The full listing below should be printed word for word.
(Information supplied Opens)
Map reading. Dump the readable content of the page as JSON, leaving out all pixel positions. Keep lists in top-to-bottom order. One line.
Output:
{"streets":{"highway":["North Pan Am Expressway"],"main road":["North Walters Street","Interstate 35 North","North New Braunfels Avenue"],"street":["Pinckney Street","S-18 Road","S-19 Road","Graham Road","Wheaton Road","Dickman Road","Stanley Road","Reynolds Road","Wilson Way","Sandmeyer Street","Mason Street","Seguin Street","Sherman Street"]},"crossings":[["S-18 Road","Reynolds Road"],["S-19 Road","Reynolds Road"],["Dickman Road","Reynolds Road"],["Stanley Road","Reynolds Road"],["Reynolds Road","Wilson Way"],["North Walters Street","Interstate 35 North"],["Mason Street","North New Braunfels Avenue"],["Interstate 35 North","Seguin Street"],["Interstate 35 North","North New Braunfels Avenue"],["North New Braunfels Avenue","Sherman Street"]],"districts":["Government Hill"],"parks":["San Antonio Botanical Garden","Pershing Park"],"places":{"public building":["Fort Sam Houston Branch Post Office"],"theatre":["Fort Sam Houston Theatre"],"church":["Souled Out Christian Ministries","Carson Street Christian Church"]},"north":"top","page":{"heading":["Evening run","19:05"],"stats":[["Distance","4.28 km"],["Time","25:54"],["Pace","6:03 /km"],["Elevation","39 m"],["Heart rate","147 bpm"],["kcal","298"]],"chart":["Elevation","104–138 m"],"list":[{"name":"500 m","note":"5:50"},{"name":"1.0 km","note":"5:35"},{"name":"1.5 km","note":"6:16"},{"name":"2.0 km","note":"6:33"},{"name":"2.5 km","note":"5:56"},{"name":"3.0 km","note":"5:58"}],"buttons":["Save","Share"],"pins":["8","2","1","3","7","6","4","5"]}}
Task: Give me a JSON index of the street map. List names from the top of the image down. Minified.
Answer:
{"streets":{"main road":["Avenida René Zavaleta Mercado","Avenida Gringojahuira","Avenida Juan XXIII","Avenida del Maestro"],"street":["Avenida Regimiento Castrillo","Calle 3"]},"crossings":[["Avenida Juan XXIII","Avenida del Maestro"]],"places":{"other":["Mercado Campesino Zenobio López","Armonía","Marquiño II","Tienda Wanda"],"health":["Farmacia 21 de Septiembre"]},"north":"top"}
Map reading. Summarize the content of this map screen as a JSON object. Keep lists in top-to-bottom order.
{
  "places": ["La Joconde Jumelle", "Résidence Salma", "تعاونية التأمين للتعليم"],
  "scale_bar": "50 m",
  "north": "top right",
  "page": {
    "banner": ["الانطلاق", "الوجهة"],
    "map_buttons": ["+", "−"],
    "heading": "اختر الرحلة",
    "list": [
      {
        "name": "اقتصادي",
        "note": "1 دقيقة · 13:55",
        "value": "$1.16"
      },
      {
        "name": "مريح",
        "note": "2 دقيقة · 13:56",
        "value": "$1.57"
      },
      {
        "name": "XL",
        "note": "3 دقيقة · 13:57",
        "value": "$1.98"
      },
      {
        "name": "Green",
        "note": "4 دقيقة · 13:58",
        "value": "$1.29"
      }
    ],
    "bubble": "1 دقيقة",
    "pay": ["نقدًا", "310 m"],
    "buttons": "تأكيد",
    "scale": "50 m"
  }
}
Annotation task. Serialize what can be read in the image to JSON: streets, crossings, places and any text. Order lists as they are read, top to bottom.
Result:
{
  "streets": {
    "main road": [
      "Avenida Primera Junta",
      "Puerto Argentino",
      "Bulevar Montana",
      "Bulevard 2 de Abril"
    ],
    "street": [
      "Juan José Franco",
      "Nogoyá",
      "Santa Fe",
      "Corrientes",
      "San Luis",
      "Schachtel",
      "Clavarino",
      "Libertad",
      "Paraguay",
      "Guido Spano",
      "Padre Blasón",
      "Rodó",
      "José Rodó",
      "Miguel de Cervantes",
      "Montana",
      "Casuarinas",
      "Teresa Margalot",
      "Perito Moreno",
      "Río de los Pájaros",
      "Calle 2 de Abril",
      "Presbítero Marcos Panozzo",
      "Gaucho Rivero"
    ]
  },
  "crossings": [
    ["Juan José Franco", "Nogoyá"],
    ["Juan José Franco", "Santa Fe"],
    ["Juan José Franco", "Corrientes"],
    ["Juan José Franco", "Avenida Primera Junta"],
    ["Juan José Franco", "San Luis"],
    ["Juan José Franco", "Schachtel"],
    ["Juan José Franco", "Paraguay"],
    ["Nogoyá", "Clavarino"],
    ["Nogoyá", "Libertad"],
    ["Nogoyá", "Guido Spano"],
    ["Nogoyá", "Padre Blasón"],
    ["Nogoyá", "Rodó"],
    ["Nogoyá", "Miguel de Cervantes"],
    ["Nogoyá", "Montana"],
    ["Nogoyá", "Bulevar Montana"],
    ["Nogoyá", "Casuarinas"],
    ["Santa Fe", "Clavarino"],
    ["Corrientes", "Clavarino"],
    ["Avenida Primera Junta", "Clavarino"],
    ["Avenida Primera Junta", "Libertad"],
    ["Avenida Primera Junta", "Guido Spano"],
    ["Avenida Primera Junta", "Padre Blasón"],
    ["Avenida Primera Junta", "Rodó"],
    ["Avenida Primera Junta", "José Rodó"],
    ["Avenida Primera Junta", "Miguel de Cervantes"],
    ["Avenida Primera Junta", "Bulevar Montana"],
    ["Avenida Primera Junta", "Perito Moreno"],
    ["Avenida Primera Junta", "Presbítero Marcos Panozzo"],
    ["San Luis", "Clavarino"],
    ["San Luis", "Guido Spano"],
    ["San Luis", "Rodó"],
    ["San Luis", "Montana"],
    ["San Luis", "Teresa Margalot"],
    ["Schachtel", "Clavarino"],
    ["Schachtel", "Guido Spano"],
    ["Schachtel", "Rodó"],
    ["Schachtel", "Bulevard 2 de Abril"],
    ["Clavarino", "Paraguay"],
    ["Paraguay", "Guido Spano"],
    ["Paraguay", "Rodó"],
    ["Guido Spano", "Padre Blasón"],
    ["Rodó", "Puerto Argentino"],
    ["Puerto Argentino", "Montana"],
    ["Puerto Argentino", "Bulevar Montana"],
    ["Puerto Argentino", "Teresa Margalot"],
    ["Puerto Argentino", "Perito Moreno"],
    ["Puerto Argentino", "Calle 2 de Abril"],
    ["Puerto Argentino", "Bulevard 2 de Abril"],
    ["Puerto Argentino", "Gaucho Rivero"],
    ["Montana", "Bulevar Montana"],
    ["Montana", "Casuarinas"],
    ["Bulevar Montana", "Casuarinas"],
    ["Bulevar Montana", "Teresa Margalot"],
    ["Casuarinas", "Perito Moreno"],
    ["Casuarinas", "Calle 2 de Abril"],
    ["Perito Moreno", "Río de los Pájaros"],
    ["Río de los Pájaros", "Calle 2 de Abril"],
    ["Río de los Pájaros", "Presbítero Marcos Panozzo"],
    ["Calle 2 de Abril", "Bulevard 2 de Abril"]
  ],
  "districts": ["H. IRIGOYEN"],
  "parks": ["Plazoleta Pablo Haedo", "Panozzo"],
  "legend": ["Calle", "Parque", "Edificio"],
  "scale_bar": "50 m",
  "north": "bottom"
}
(Information supplied Closes)
- **Written solution**
Map reading. Dump the readable content of the page as JSON, leaving out all pixel positions. Keep lists in top-to-bottom order. One line.
Output:
{"streets":{"highway":["North Pan Am Expressway"],"main road":["North Walters Street","Interstate 35 North","North New Braunfels Avenue"],"street":["Pinckney Street","S-18 Road","S-19 Road","Graham Road","Wheaton Road","Dickman Road","Stanley Road","Reynolds Road","Wilson Way","Sandmeyer Street","Mason Street","Seguin Street","Sherman Street"]},"crossings":[["S-18 Road","Reynolds Road"],["S-19 Road","Reynolds Road"],["Dickman Road","Reynolds Road"],["Stanley Road","Reynolds Road"],["Reynolds Road","Wilson Way"],["North Walters Street","Interstate 35 North"],["Mason Street","North New Braunfels Avenue"],["Interstate 35 North","Seguin Street"],["Interstate 35 North","North New Braunfels Avenue"],["North New Braunfels Avenue","Sherman Street"]],"districts":["Government Hill"],"parks":["San Antonio Botanical Garden","Pershing Park"],"places":{"public building":["Fort Sam Houston Branch Post Office"],"theatre":["Fort Sam Houston Theatre"],"church":["Souled Out Christian Ministries","Carson Street Christian Church"]},"north":"top","page":{"heading":["Evening run","19:05"],"stats":[["Distance","4.28 km"],["Time","25:54"],["Pace","6:03 /km"],["Elevation","39 m"],["Heart rate","147 bpm"],["kcal","298"]],"chart":["Elevation","104–138 m"],"list":[{"name":"500 m","note":"5:50"},{"name":"1.0 km","note":"5:35"},{"name":"1.5 km","note":"6:16"},{"name":"2.0 km","note":"6:33"},{"name":"2.5 km","note":"5:56"},{"name":"3.0 km","note":"5:58"}],"buttons":["Save","Share"],"pins":["8","2","1","3","7","6","4","5"]}}
Task: Give me a JSON index of the street map. List names from the top of the image down. Minified.
Answer:
{"streets":{"main road":["Avenida René Zavaleta Mercado","Avenida Gringojahuira","Avenida Juan XXIII","Avenida del Maestro"],"street":["Avenida Regimiento Castrillo","Calle 3"]},"crossings":[["Avenida Juan XXIII","Avenida del Maestro"]],"places":{"other":["Mercado Campesino Zenobio López","Armonía","Marquiño II","Tienda Wanda"],"health":["Farmacia 21 de Septiembre"]},"north":"top"}
Map reading. Summarize the content of this map screen as a JSON object. Keep lists in top-to-bottom order.
{
  "places": ["La Joconde Jumelle", "Résidence Salma", "تعاونية التأمين للتعليم"],
  "scale_bar": "50 m",
  "north": "top right",
  "page": {
    "banner": ["الانطلاق", "الوجهة"],
    "map_buttons": ["+", "−"],
    "heading": "اختر الرحلة",
    "list": [
      {
        "name": "اقتصادي",
        "note": "1 دقيقة · 13:55",
        "value": "$1.16"
      },
      {
        "name": "مريح",
        "note": "2 دقيقة · 13:56",
        "value": "$1.57"
      },
      {
        "name": "XL",
        "note": "3 دقيقة · 13:57",
        "value": "$1.98"
      },
      {
        "name": "Green",
        "note": "4 دقيقة · 13:58",
        "value": "$1.29"
      }
    ],
    "bubble": "1 دقيقة",
    "pay": ["نقدًا", "310 m"],
    "buttons": "تأكيد",
    "scale": "50 m"
  }
}
Annotation task. Serialize what can be read in the image to JSON: streets, crossings, places and any text. Order lists as they are read, top to bottom.
Result:
{
  "streets": {
    "main road": [
      "Avenida Primera Junta",
      "Puerto Argentino",
      "Bulevar Montana",
      "Bulevard 2 de Abril"
    ],
    "street": [
      "Juan José Franco",
      "Nogoyá",
      "Santa Fe",
      "Corrientes",
      "San Luis",
      "Schachtel",
      "Clavarino",
      "Libertad",
      "Paraguay",
      "Guido Spano",
      "Padre Blasón",
      "Rodó",
      "José Rodó",
      "Miguel de Cervantes",
      "Montana",
      "Casuarinas",
      "Teresa Margalot",
      "Perito Moreno",
      "Río de los Pájaros",
      "Calle 2 de Abril",
      "Presbítero Marcos Panozzo",
      "Gaucho Rivero"
    ]
  },
  "crossings": [
    ["Juan José Franco", "Nogoyá"],
    ["Juan José Franco", "Santa Fe"],
    ["Juan José Franco", "Corrientes"],
    ["Juan José Franco", "Avenida Primera Junta"],
    ["Juan José Franco", "San Luis"],
    ["Juan José Franco", "Schachtel"],
    ["Juan José Franco", "Paraguay"],
    ["Nogoyá", "Clavarino"],
    ["Nogoyá", "Libertad"],
    ["Nogoyá", "Guido Spano"],
    ["Nogoyá", "Padre Blasón"],
    ["Nogoyá", "Rodó"],
    ["Nogoyá", "Miguel de Cervantes"],
    ["Nogoyá", "Montana"],
    ["Nogoyá", "Bulevar Montana"],
    ["Nogoyá", "Casuarinas"],
    ["Santa Fe", "Clavarino"],
    ["Corrientes", "Clavarino"],
    ["Avenida Primera Junta", "Clavarino"],
    ["Avenida Primera Junta", "Libertad"],
    ["Avenida Primera Junta", "Guido Spano"],
    ["Avenida Primera Junta", "Padre Blasón"],
    ["Avenida Primera Junta", "Rodó"],
    ["Avenida Primera Junta", "José Rodó"],
    ["Avenida Primera Junta", "Miguel de Cervantes"],
    ["Avenida Primera Junta", "Bulevar Montana"],
    ["Avenida Primera Junta", "Perito Moreno"],
    ["Avenida Primera Junta", "Presbítero Marcos Panozzo"],
    ["San Luis", "Clavarino"],
    ["San Luis", "Guido Spano"],
    ["San Luis", "Rodó"],
    ["San Luis", "Montana"],
    ["San Luis", "Teresa Margalot"],
    ["Schachtel", "Clavarino"],
    ["Schachtel", "Guido Spano"],
    ["Schachtel", "Rodó"],
    ["Schachtel", "Bulevard 2 de Abril"],
    ["Clavarino", "Paraguay"],
    ["Paraguay", "Guido Spano"],
    ["Paraguay", "Rodó"],
    ["Guido Spano", "Padre Blasón"],
    ["Rodó", "Puerto Argentino"],
    ["Puerto Argentino", "Montana"],
    ["Puerto Argentino", "Bulevar Montana"],
    ["Puerto Argentino", "Teresa Margalot"],
    ["Puerto Argentino", "Perito Moreno"],
    ["Puerto Argentino", "Calle 2 de Abril"],
    ["Puerto Argentino", "Bulevard 2 de Abril"],
    ["Puerto Argentino", "Gaucho Rivero"],
    ["Montana", "Bulevar Montana"],
    ["Montana", "Casuarinas"],
    ["Bulevar Montana", "Casuarinas"],
    ["Bulevar Montana", "Teresa Margalot"],
    ["Casuarinas", "Perito Moreno"],
    ["Casuarinas", "Calle 2 de Abril"],
    ["Perito Moreno", "Río de los Pájaros"],
    ["Río de los Pájaros", "Calle 2 de Abril"],
    ["Río de los Pájaros", "Presbítero Marcos Panozzo"],
    ["Calle 2 de Abril", "Bulevard 2 de Abril"]
  ],
  "districts": ["H. IRIGOYEN"],
  "parks": ["Plazoleta Pablo Haedo", "Panozzo"],
  "legend": ["Calle", "Parque", "Edificio"],
  "scale_bar": "50 m",
  "north": "bottom"
}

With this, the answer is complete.